Małysz stawia na Kubackiego?
Polak wygra Turniej Czterech Skoczni? Chętnych na triumf w TCS jest jednak sporo.
Piątek był dniem Kubackiego. Polak znowu latał tak jak latem. Skoczek z Szaflar wygrał pewnie dwie serie treningowe, a w kwalifikacjach zajął czwarte miejsce.
W jednym ze skoków treningowych odpalił prawdziwą petardę. Pofrunął na 142. metr. To wynik tylko o dwa metry gorszy od rekordu skoczni Domena Prevca.

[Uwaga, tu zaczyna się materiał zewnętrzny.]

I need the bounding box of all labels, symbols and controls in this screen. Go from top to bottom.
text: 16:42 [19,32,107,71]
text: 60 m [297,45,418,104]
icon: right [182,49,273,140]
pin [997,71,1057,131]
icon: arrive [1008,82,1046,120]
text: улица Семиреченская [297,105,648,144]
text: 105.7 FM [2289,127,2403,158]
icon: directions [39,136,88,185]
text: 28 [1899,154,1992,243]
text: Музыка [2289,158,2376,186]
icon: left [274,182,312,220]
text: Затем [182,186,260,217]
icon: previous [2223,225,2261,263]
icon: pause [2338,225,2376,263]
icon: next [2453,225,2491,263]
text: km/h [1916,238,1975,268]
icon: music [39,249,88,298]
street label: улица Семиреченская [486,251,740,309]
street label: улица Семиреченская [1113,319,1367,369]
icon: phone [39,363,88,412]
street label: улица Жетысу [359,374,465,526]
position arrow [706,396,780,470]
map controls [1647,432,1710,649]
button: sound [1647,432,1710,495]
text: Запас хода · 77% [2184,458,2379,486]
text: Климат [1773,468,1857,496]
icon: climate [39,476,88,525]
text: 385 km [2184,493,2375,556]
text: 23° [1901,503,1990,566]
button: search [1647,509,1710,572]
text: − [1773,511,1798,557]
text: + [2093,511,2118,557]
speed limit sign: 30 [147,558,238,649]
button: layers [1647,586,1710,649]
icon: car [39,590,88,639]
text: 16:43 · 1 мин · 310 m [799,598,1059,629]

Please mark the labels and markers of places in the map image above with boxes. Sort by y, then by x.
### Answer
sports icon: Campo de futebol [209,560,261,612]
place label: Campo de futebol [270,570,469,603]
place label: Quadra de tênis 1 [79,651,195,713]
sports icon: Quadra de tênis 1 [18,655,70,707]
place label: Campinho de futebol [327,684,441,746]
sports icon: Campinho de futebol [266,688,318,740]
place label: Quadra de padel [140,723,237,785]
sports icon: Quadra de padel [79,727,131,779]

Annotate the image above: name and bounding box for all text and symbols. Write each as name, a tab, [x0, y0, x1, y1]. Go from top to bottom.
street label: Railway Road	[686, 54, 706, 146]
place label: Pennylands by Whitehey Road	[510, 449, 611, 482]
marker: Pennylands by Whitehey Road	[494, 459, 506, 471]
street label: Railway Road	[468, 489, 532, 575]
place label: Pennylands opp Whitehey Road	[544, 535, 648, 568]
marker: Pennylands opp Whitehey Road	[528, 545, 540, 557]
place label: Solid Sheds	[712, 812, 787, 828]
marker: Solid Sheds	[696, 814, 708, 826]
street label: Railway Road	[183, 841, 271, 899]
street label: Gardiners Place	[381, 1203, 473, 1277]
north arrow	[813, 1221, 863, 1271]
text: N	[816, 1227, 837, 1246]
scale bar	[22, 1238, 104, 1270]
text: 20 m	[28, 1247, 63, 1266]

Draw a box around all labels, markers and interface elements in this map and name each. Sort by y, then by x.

– Mam nadzieję, że Dawid się rozpędza. Latem skakał bardzo dobrze. Potem było nieco słabiej, ale teraz znowu zaczyna wchodzić na bardzo wysoki poziom. W kwalifikacjach skoczył swoje i to w bardzo trudnych warunkach, choć może nie była to taka torpeda jak w pierwszej serii treningowej – cieszył się Małysz.
Zawody w Engelbergu są od lat ostatnim sprawdzianem formy przed Turniejem Czterech Skoczni. To tutaj testuje się ostatnie poprawki w sprzęcie.
Rekomendacja graczy i ekspertów: Fortuna
– Wiele ekip zrobiło już duży postęp pod tym względem. Ciężko będzie teraz wyciągnąć coś, czego ktoś nie ma. Każda drużyna powoli dąży do ideału. Tym razem nie chodzi tu tylko o Turniej Czterech Skoczni, ale przede wszystkim o igrzyska – powiedział Małysz.
Zapytany o to, w którym miejscu – jeżeli chodzi o sprzęt – są nasi skoczkowie, odparł: – W dobrym. Wszystko idzie zgodnie z planem.